Tidak Pernah Seperti Sebelumnya, Panas Ekstrim Mencairkan Kutub Utara dan Selatan Bumi
RIAU24.COM - Hal-hal aneh sedang terjadi di kutub bumi.
Untuk beberapa alasan aneh, suhu mendekati titik leleh di banyak wilayah Kutub Utara dan Kutub Selatan - tempat terdingin di Bumi .
Pemanasan yang belum pernah terjadi sebelumnya di kutub telah membingungkan para ilmuwan selama seminggu terakhir. Di Stasiun Penelitian Concordia di Antartika, para ilmuwan mencatat suhu tertinggi -12,2 derajat Celcius, memecahkan rekor sebelumnya -13,7 derajat Celcius pada Desember 2016. Wilayah ini biasanya melaporkan suhu sepanjang -50 derajat dan -60 derajat selama periode tahun ini.
Panas yang belum pernah terjadi sebelumnya
Stasiun Vostok, juga di Antartika, mencatat ketinggian sementara -20,3 derajat Celcius. Setiap suhu yang mendekati nol atau 10 derajat Celcius merupakan "gelombang panas besar," tulis Capital Weather Gang dalam laporan mereka.

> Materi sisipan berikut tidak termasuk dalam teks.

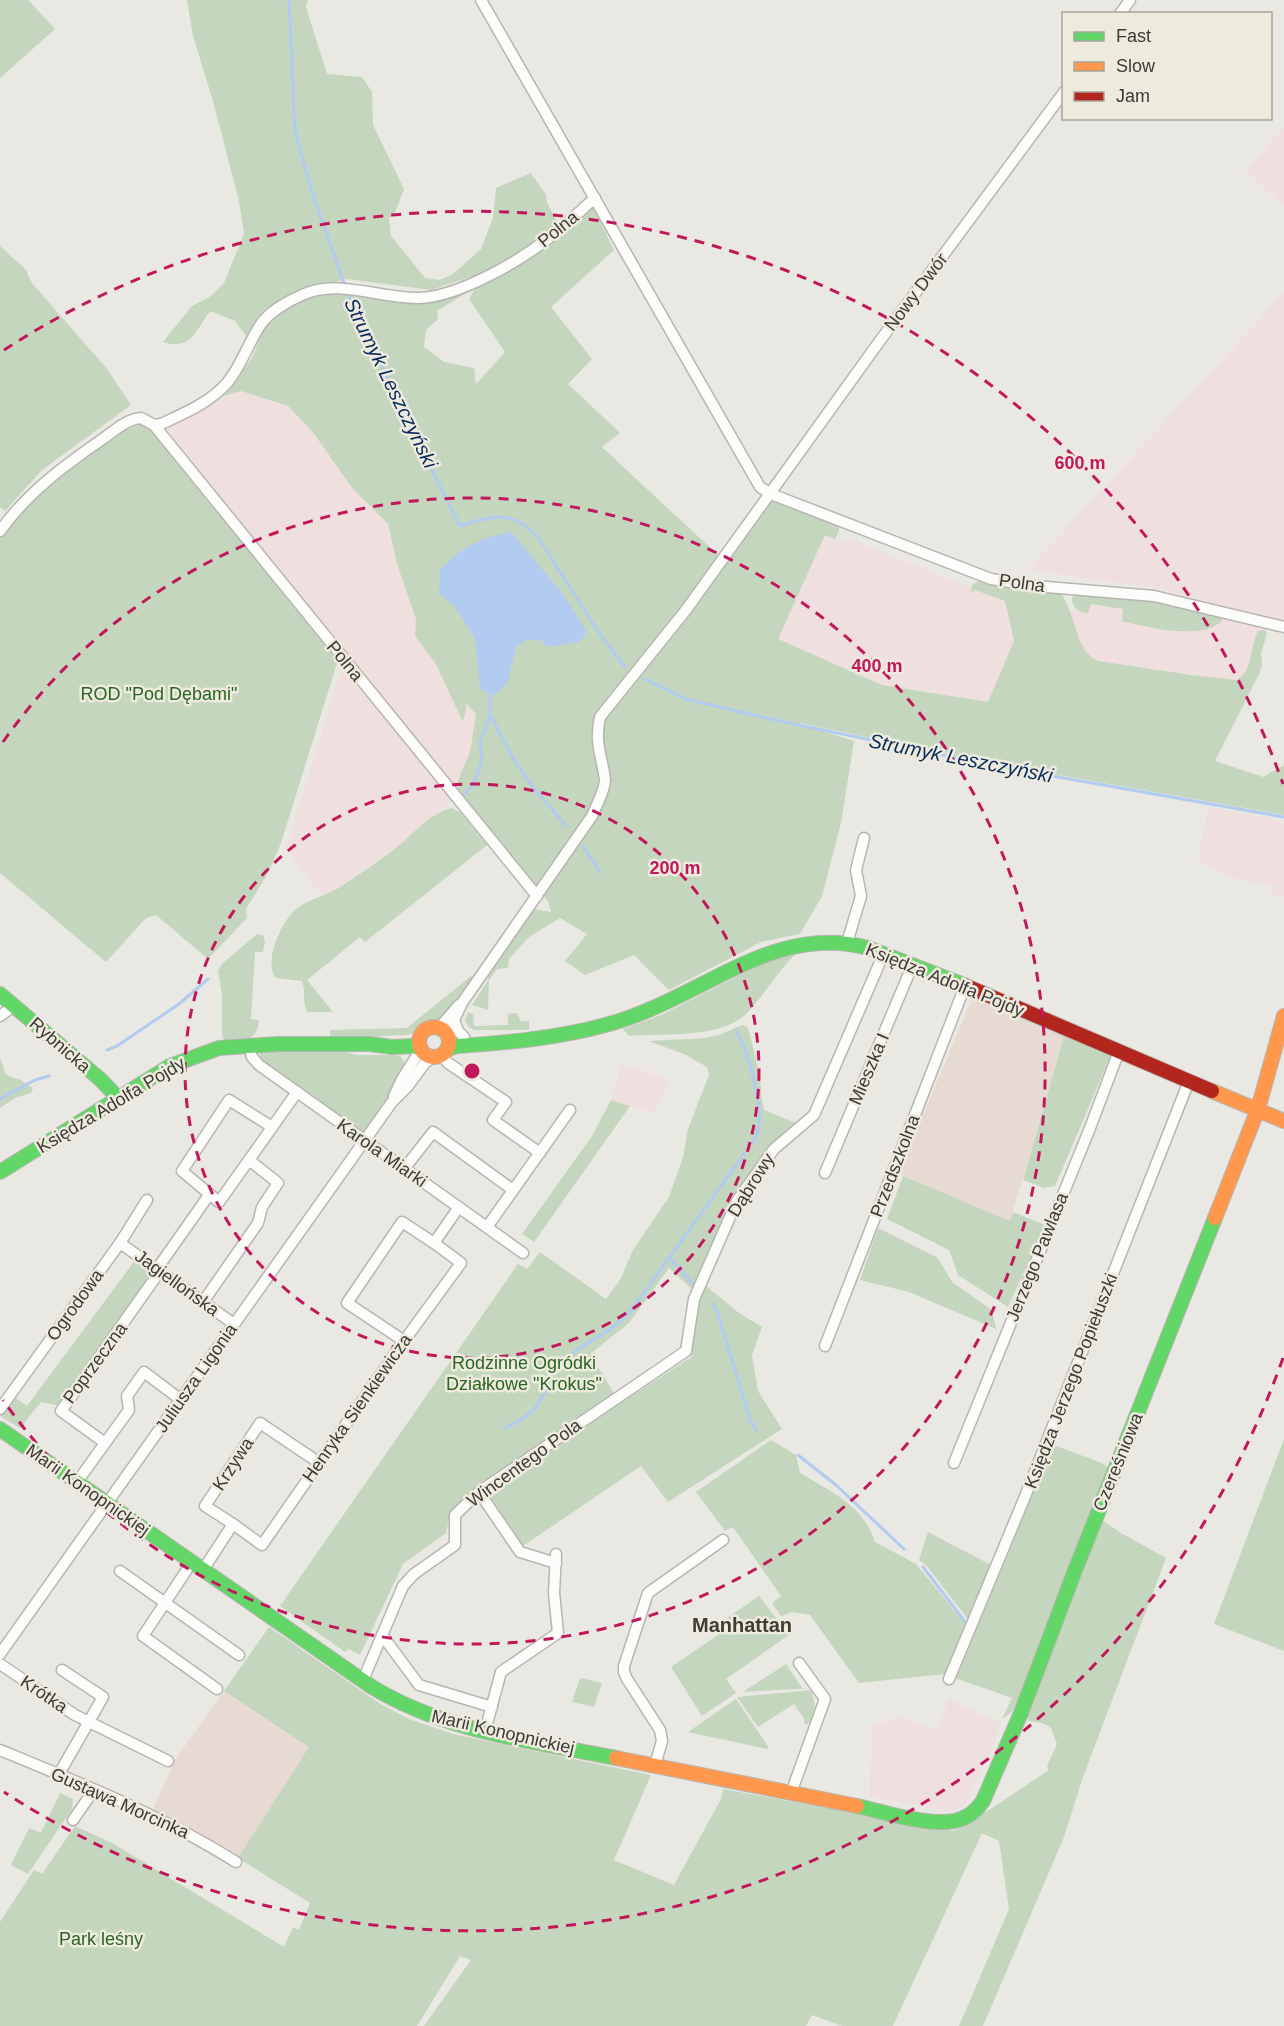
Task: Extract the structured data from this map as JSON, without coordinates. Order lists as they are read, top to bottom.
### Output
{
  "streets": {
    "street": [
      "Polna",
      "Nowy Dwór",
      "Księdza Adolfa Pojdy",
      "Rybnicka",
      "Mieszka I",
      "Karola Miarki",
      "Przedszkolna",
      "Dąbrowy",
      "Jerzego Pawlasa",
      "Jagiellońska",
      "Ogrodowa",
      "Poprzeczna",
      "Juliusza Ligonia",
      "Księdza Jerzego Popiełuszki",
      "Henryka Sienkiewicza",
      "Czereśniowa",
      "Wincentego Pola",
      "Krzywa",
      "Marii Konopnickiej",
      "Krótka",
      "Gustawa Morcinka"
    ]
  },
  "crossings": [
    ["Polna", "Nowy Dwór"],
    ["Księdza Adolfa Pojdy", "Rybnicka"],
    ["Księdza Adolfa Pojdy", "Mieszka I"],
    ["Księdza Adolfa Pojdy", "Karola Miarki"],
    ["Księdza Adolfa Pojdy", "Przedszkolna"],
    ["Księdza Adolfa Pojdy", "Dąbrowy"],
    ["Księdza Adolfa Pojdy", "Jerzego Pawlasa"],
    ["Księdza Adolfa Pojdy", "Juliusza Ligonia"],
    ["Księdza Adolfa Pojdy", "Księdza Jerzego Popiełuszki"],
    ["Księdza Adolfa Pojdy", "Czereśniowa"],
    ["Karola Miarki", "Juliusza Ligonia"],
    ["Dąbrowy", "Wincentego Pola"],
    ["Jagiellońska", "Ogrodowa"],
    ["Jagiellońska", "Poprzeczna"],
    ["Jagiellońska", "Juliusza Ligonia"],
    ["Juliusza Ligonia", "Marii Konopnickiej"],
    ["Henryka Sienkiewicza", "Krzywa"],
    ["Czereśniowa", "Marii Konopnickiej"],
    ["Wincentego Pola", "Marii Konopnickiej"]
  ],
  "districts": ["Manhattan"],
  "water": ["Strumyk Leszczyński"],
  "parks": ["ROD \"Pod Dębami\"", "Rodzinne Ogródki Działkowe \"Krokus\"", "Park leśny"],
  "legend": ["Fast", "Slow", "Jam"],
  "rings": ["600 m", "400 m", "200 m"]
}
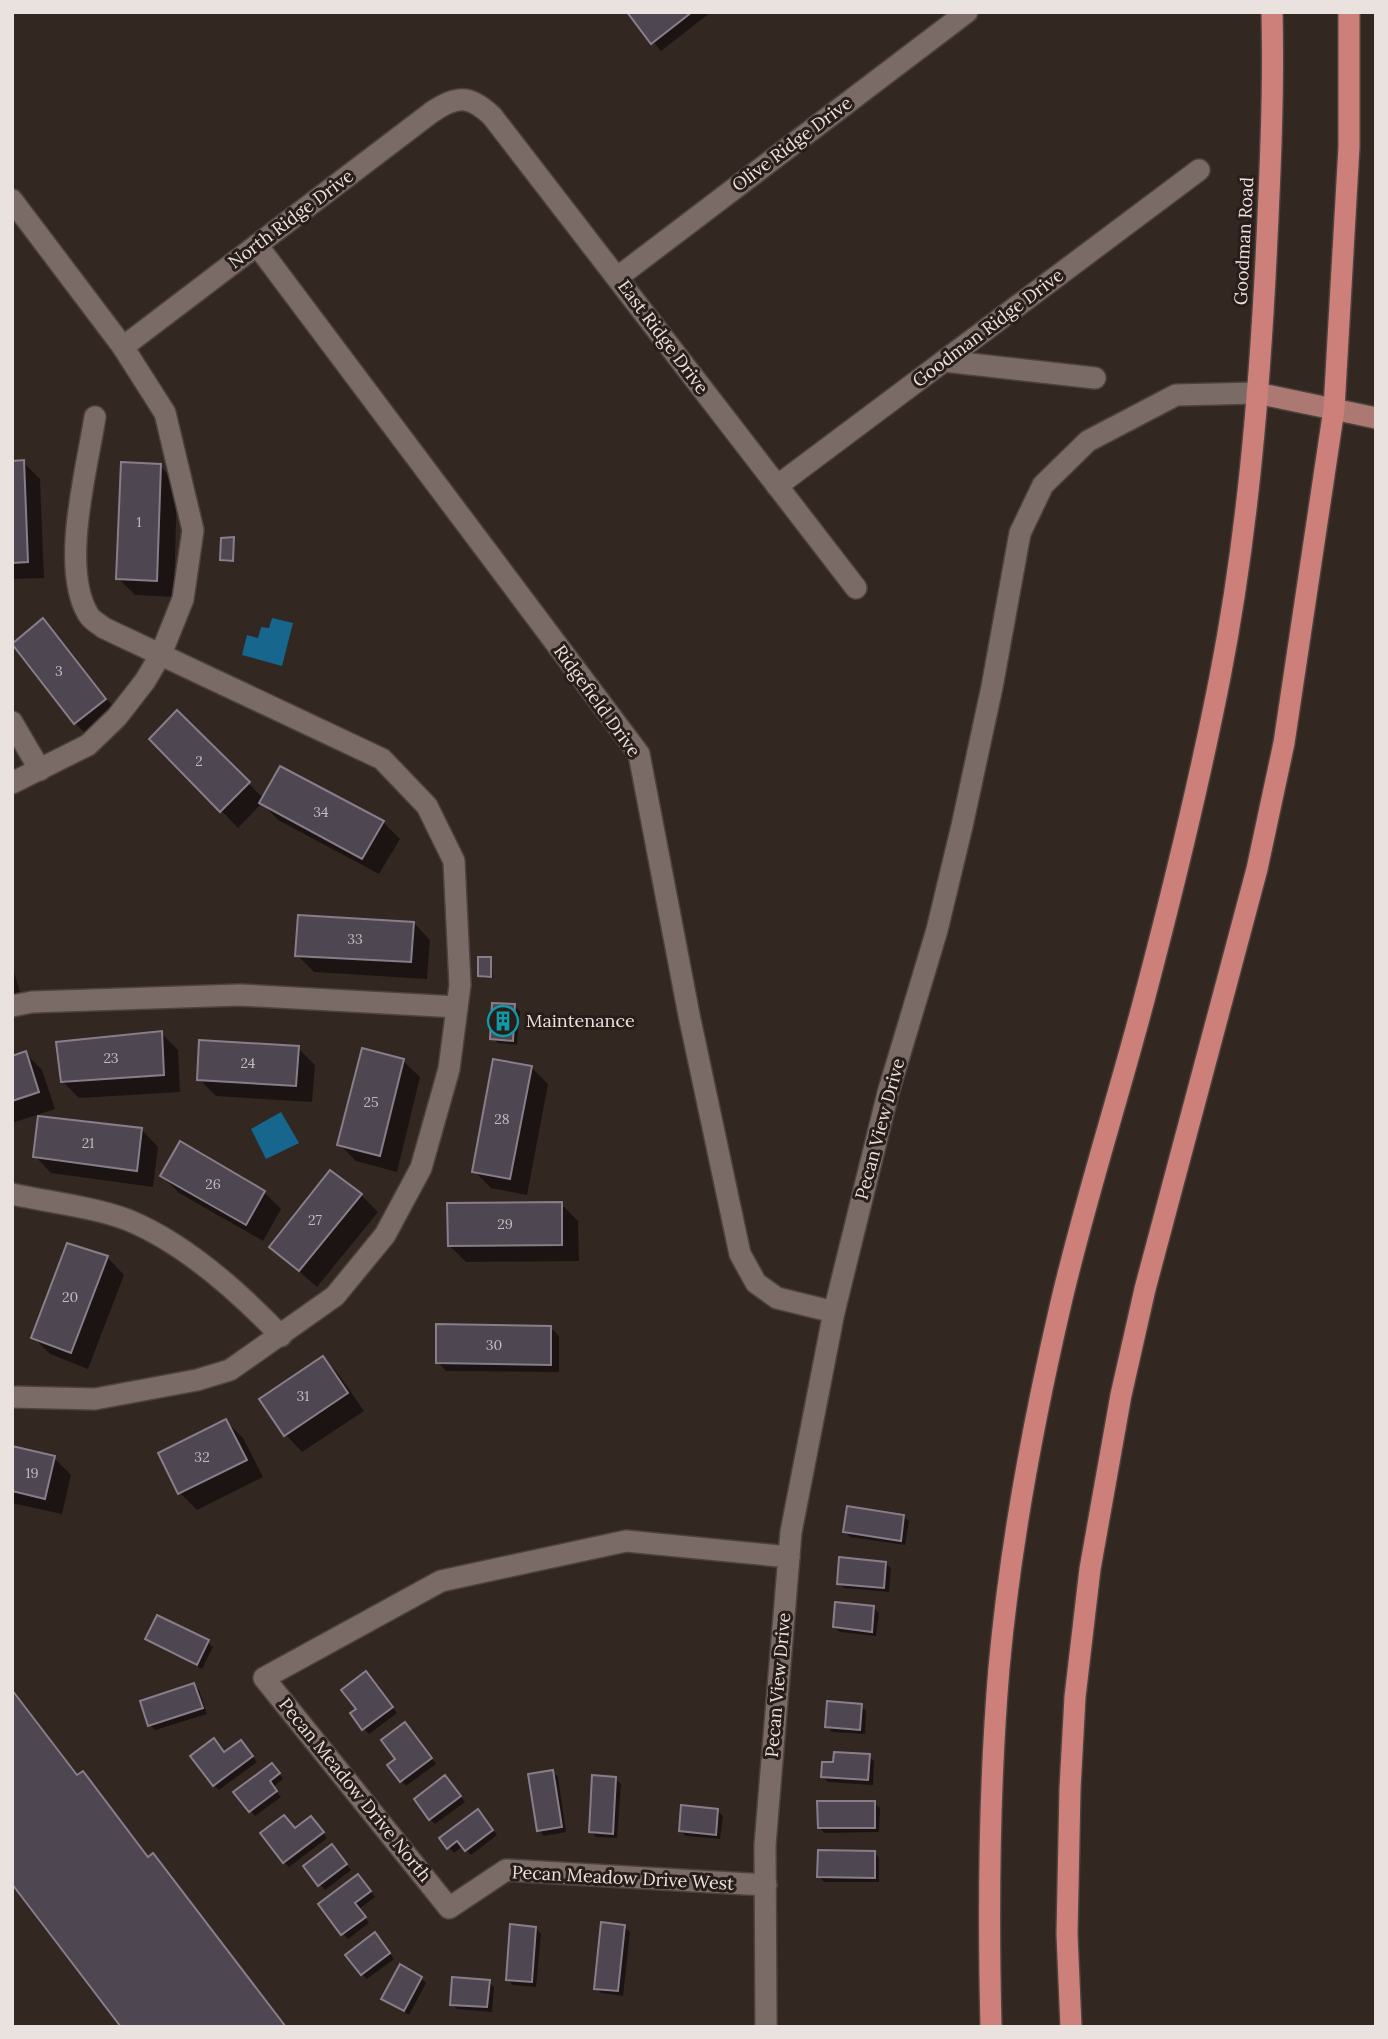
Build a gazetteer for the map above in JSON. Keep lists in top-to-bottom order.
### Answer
{
  "streets": {
    "highway": ["Goodman Road"],
    "street": [
      "Olive Ridge Drive",
      "North Ridge Drive",
      "Goodman Ridge Drive",
      "East Ridge Drive",
      "Ridgefield Drive",
      "Pecan View Drive",
      "Pecan Meadow Drive North",
      "Pecan Meadow Drive West"
    ]
  },
  "crossings": [
    ["Olive Ridge Drive", "East Ridge Drive"],
    ["North Ridge Drive", "East Ridge Drive"],
    ["North Ridge Drive", "Ridgefield Drive"],
    ["Goodman Road", "Pecan View Drive"],
    ["Goodman Ridge Drive", "East Ridge Drive"],
    ["Ridgefield Drive", "Pecan View Drive"],
    ["Pecan View Drive", "Pecan Meadow Drive North"],
    ["Pecan View Drive", "Pecan Meadow Drive West"],
    ["Pecan Meadow Drive North", "Pecan Meadow Drive West"]
  ],
  "places": {
    "building": ["Maintenance"]
  },
  "house_numbers": [
    "1",
    "3",
    "2",
    "34",
    "33",
    "23",
    "24",
    "25",
    "28",
    "21",
    "26",
    "27",
    "29",
    "20",
    "30",
    "31",
    "32",
    "19"
  ]
}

Tidak mungkin, kami akan mengatakannya sampai dua hari yang lalu. Mulai hari ini (18 Maret) klimatologi Antartika telah ditulis ulang
- Stefano Di Battista (@ pinturicchio_60)
Di Concordia, rekor tertinggi -12,2 °C dan menembus batas maksimum absolut pada 17 Desember 2016 (-13,7 °C)
Di Vostok, ketinggian sementara adalah -20,3 °C
Di wilayah Arktik di mana Kutub Utara berada, suhu di atas 50 derajat lebih hangat dari rata-rata telah menakuti para ilmuwan. "Tidak mungkin, kami akan mengatakannya sampai dua hari yang lalu," tulis peneliti klimatologi Antartika dan jurnalis Stefano Battista di Twitter, Jumat.
Dr Jonathan Wille, seorang peneliti postdoctoral di meteorologi kutub di Université Grenoble Alpes tweeted bahwa suhu seperti itu "tidak pernah seharusnya terjadi."
Dan itu dia, Concordia memecahkan rekor suhu sepanjang masa sebesar 1,5 °C. Ini adalah saat suhu harus turun dengan cepat sejak titik balik matahari musim panas di bulan Desember. Ini adalah jenis gelombang panas Pacific Northwest 2021. Tidak pernah seharusnya terjadi.
— Dr. Jonathan Wille (@JonathanWille)
Seorang profesor dari Universitas Massachusetts, Dr. Julie Brigham-Grette mengatakan kepada Vice bahwa panas ini mungkin disebabkan oleh pemanasan aliran jet - arus udara yang mengalir dari barat ke timur di seluruh dunia. Karena perubahan iklim, aliran jet ini menjadi "lebih bergelombang", membawa arus dingin ke selatan dan arus hangat ke utara.